Theses and Dissertations

Issuing Body

Mississippi State University

Advisor

Liu, Bin

Committee Member

Gordon, Donna

Committee Member

Lawton, Andrew

Committee Member

Zhang, Jialin

Date of Degree

4-30-2021

Original embargo terms

Complete embargo for 2 years

Document Type

Graduate Thesis - Open Access

Major

Biological Sciences

Degree Name

Master of Science

College

College of Arts and Sciences

Department

Department of Biological Sciences

Abstract

Catecholaminergic polymorphic ventricular tachycardia (CPVT) and pre-diabetic cardiomyopathy (pre-DC) are two cardiac diseases characterized by dysfunction in sarcoplasmic reticulum (SR) Ca2+ release channel RyR2. Despite similar defects in RyR2 leading to aberrant Ca2+ release (ACR), CPVT and pre-DC display divergent pathological phenotypes. Recent findings suggest SR-mitochondria interplay could contribute to pathological development; therefore, the role of SR-mitochondria interplay in shaping intracellular Ca2+ signaling was examined in CPVT and pre-DC by pharmacologically modulating mitochondria Ca2+ handling. Mitochondria can affect cytosolic/global Ca2+ dynamics through at least two mechanisms: buffering cytosolic Ca2+, or generating ROS to modulate RyR2 functionality via posttranslational modifications.
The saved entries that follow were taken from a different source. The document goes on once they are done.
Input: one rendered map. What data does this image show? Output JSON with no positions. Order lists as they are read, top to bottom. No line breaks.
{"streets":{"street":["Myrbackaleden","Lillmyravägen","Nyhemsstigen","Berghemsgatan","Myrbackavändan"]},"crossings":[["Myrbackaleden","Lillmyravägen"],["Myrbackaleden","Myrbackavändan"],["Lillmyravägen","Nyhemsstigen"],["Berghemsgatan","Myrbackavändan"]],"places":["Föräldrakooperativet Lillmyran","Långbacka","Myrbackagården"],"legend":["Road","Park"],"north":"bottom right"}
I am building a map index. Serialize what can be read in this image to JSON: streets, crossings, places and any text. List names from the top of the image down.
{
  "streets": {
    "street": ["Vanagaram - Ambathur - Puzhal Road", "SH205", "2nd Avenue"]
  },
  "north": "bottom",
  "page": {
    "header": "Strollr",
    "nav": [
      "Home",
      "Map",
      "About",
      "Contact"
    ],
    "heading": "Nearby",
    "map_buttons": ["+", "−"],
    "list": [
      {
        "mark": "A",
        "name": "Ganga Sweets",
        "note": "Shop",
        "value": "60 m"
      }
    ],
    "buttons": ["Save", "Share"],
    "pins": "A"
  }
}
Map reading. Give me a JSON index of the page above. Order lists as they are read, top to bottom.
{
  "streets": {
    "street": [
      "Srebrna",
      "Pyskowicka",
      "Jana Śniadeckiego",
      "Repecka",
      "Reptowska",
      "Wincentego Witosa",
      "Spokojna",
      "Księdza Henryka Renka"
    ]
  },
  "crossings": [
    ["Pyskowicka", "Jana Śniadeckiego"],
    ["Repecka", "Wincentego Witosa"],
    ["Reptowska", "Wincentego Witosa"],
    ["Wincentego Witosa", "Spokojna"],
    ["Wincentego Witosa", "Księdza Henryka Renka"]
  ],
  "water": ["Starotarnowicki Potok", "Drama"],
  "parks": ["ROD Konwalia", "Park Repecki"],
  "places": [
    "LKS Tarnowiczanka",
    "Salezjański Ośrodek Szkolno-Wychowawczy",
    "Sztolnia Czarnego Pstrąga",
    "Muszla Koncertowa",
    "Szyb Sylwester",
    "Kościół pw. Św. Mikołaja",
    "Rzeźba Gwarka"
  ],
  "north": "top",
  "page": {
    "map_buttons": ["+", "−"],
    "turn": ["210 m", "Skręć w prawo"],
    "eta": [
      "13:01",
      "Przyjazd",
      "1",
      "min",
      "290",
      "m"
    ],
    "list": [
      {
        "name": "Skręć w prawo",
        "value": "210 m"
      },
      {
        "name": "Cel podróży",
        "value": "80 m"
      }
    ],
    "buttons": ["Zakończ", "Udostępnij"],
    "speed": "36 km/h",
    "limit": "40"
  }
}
Our data from cellular experiments suggests that CPVT mitochondria buffer Ca2+ to alleviate ACR, while pre-DC mitochondria cannot handle excess Ca2+, generating excess ROS to exacerbate ACR. These results were further consolidated by genetic models specifically targeting mitochondria Ca2+ handling proteins, which provided additional evidence SR-mitochondria crosstalk shapes cardiac pathological phenotypes.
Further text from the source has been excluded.